Everyone seeking U.S. citizenship must take a standardized test that measures knowledge of American history, government, geography and civics as well as the ability to speak, read and write in English. The purpose of the test is to promote patriotism and help the prospective citizen develop an identity as an American. The process of studying for the exam also raises candidates’ awareness of their rights and responsibilities in their new homeland. Some public schools, community colleges, churches and nonprofit organizations offer free or low-cost classes in English as a Second Language and citizenship test preparation.
Over the past decade, the naturalization exam received much scrutiny and criticism. The government began redesigning it in 2000 and established a fairer scoring system. In 2007, USCIS piloted the new exam in 10 cities. Officials have since continued improving the test, which now is offered to everyone.
The testing requirement is relaxed somewhat for older adults who have lived in the U.S. for a certain amount of time. If they have lived as permanent residents for at least 15 years and are older than age 55 or for at least 20 years and are older than age 50, they might be allowed to take the exam in their native language. Also, test-takers age 65 and over might be allowed to take a simplified civics test, and the entire exam may be waived for people with certain disabilities.
The test, which previously was a paper exam given to applicants at a testing site, is now given orally at an immigration office. An immigration officer reads the test questions to the applicant, who responds verbally. Usually, at the end of this interview and testing session, candidates are told if they will be granted citizenship. In some cities, the candidate is invited to attend a citizenship ceremony on the same day.
On the civics test, you must answer six of 10 multiple-choice questions correctly. The questions are taken from a list of civics questions that covers:
- The Constitution
- The government’s structure and the role of each branch
- Current government leaders
- The names of important states, rivers and national monuments
- The flag
- National holidays
- The obligations of a citizen
- History from the Colonial period to the present
You have three chances to read aloud specified material. To prepare for this portion of the test, you may study the government’s provided vocabulary list.

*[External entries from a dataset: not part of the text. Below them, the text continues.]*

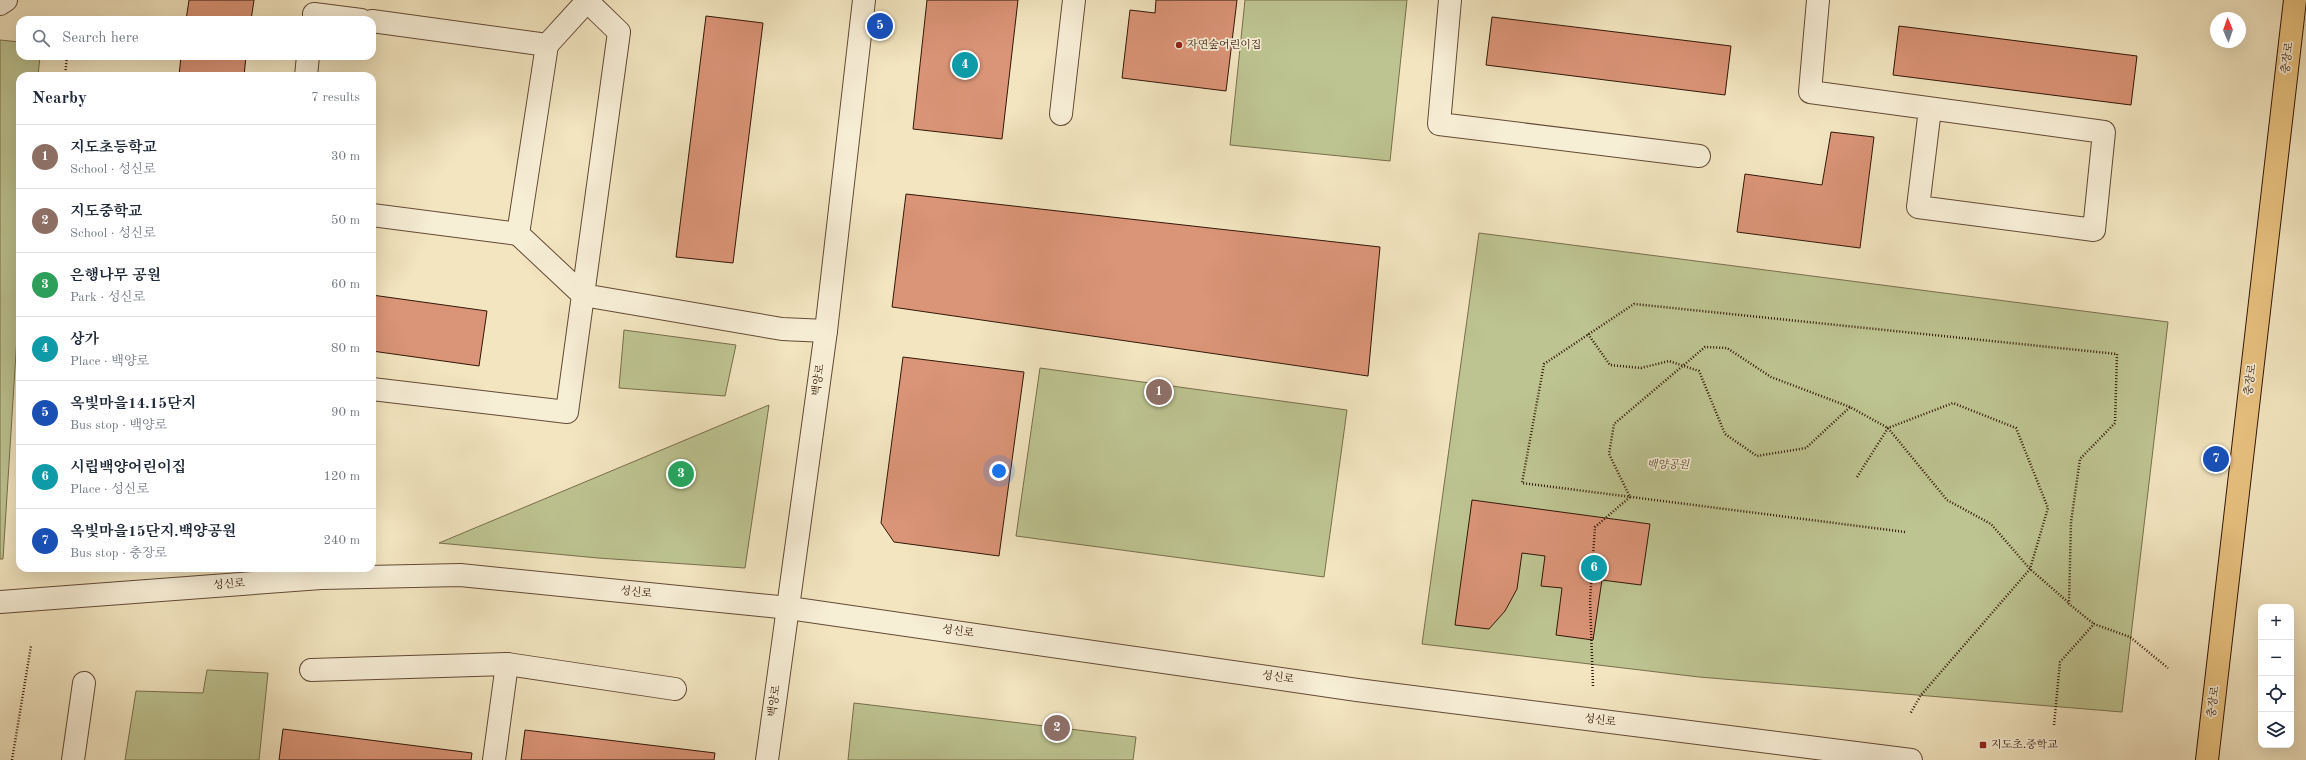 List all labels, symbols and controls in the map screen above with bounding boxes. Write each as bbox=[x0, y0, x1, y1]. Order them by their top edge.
pin: 5 bbox=[867, 11, 893, 41]
north arrow bbox=[2210, 12, 2246, 48]
search box bbox=[16, 16, 376, 60]
icon: search bbox=[30, 27, 52, 49]
text: Search here bbox=[62, 31, 139, 46]
place label: 자연숲어린이집 bbox=[1187, 38, 1261, 51]
marker: 자연숲어린이집 bbox=[1174, 40, 1184, 50]
street label: 충장로 bbox=[2279, 41, 2295, 74]
pin: 4 bbox=[952, 50, 978, 80]
text: Nearby bbox=[32, 90, 87, 107]
text: 7 results bbox=[311, 91, 360, 104]
text: 지도초등학교 bbox=[70, 141, 157, 156]
text: 1 bbox=[41, 150, 49, 163]
text: 30 m bbox=[331, 150, 360, 163]
text: School · 성신로 bbox=[70, 163, 156, 176]
text: 지도중학교 bbox=[70, 205, 142, 220]
text: 2 bbox=[41, 214, 49, 227]
text: 50 m bbox=[331, 214, 360, 227]
text: School · 성신로 bbox=[70, 227, 156, 240]
text: 은행나무 공원 bbox=[70, 269, 161, 284]
text: 3 bbox=[41, 278, 49, 291]
text: 60 m bbox=[331, 278, 360, 291]
text: Park · 성신로 bbox=[70, 291, 145, 304]
text: 상가 bbox=[70, 333, 99, 348]
text: 4 bbox=[41, 342, 49, 355]
text: 80 m bbox=[331, 342, 360, 355]
text: Place · 백양로 bbox=[70, 355, 149, 368]
street label: 백양로 bbox=[810, 363, 827, 397]
street label: 충장로 bbox=[2242, 363, 2258, 396]
pin: 1 bbox=[1146, 377, 1172, 407]
text: 옥빛마을14.15단지 bbox=[70, 397, 196, 412]
text: 5 bbox=[41, 406, 49, 419]
text: 90 m bbox=[331, 406, 360, 419]
text: Bus stop · 백양로 bbox=[70, 419, 167, 432]
pin: 7 bbox=[2203, 444, 2229, 474]
park label: 백양공원 bbox=[1647, 458, 1691, 471]
pin: 3 bbox=[668, 459, 694, 489]
text: 시립백양어린이집 bbox=[70, 461, 186, 476]
your location bbox=[989, 461, 1009, 481]
text: 6 bbox=[41, 470, 49, 483]
text: 120 m bbox=[323, 470, 360, 483]
text: Place · 성신로 bbox=[70, 483, 149, 496]
text: 옥빛마을15단지.백양공원 bbox=[70, 525, 237, 540]
text: 7 bbox=[41, 534, 49, 547]
text: 240 m bbox=[323, 534, 360, 547]
text: Bus stop · 충장로 bbox=[70, 547, 167, 560]
pin: 6 bbox=[1581, 553, 1607, 583]
street label: 성신로 bbox=[213, 577, 246, 592]
street label: 성신로 bbox=[620, 585, 653, 600]
map controls bbox=[2258, 604, 2294, 748]
button: + bbox=[2258, 604, 2294, 640]
street label: 성신로 bbox=[941, 623, 975, 640]
button: − bbox=[2258, 640, 2294, 676]
street label: 성신로 bbox=[1261, 669, 1295, 686]
button: locate bbox=[2258, 676, 2294, 712]
street label: 백양로 bbox=[766, 684, 783, 718]
street label: 충장로 bbox=[2205, 685, 2221, 718]
button: layers bbox=[2258, 712, 2294, 748]
pin: 2 bbox=[1044, 713, 1070, 743]
street label: 성신로 bbox=[1584, 713, 1617, 728]
place label: 지도초.중학교 bbox=[1991, 739, 2058, 751]
marker: 지도초.중학교 bbox=[1978, 740, 1988, 750] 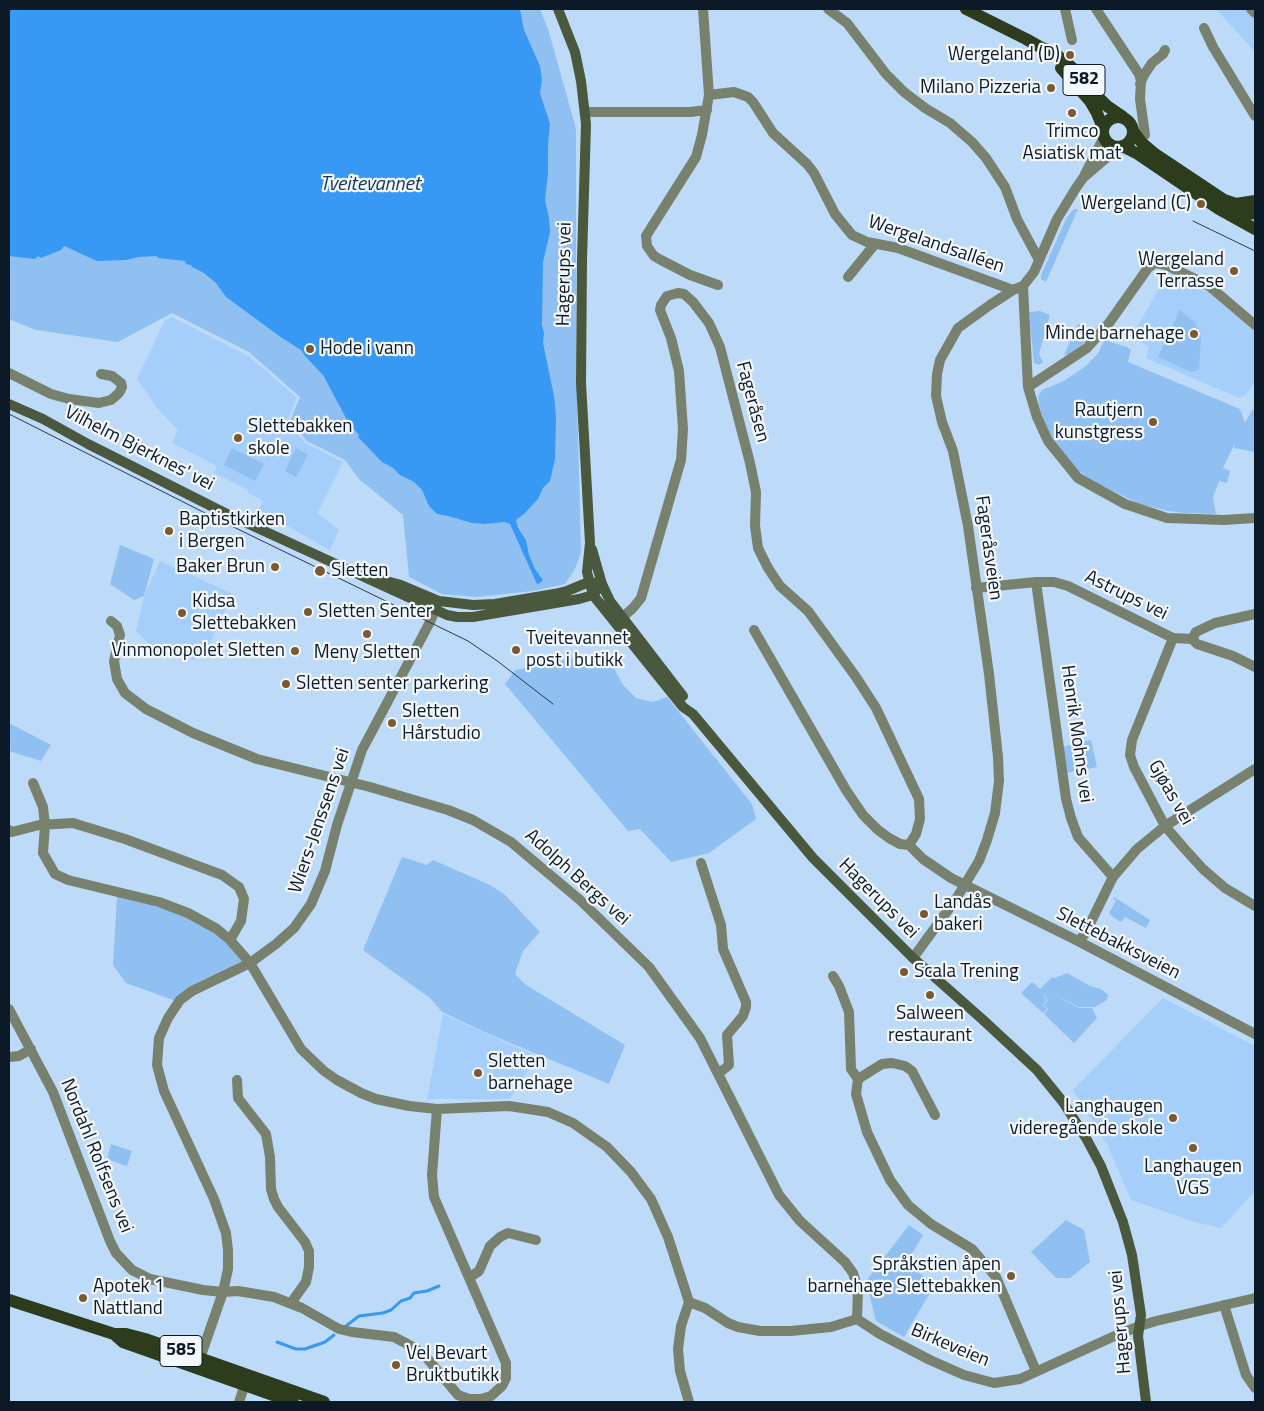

You have three chances to write a sentence read aloud by an immigration officer. You may study the writing vocabulary, which lists common words used in the dictated sentence.
After you are approved for citizenship, you are invited to a ceremony to formally accept your new title. A federal official, such as a judge or immigration officer, will preside over the ceremony. The program at each ceremony varies. Usually, the official speaks about the importance of becoming a citizen and the contributions you can make as a participant in a democracy. The name of each new citizen is announced. You are then asked to turn in your alien registration card as you receive a document identifying you as an American citizen.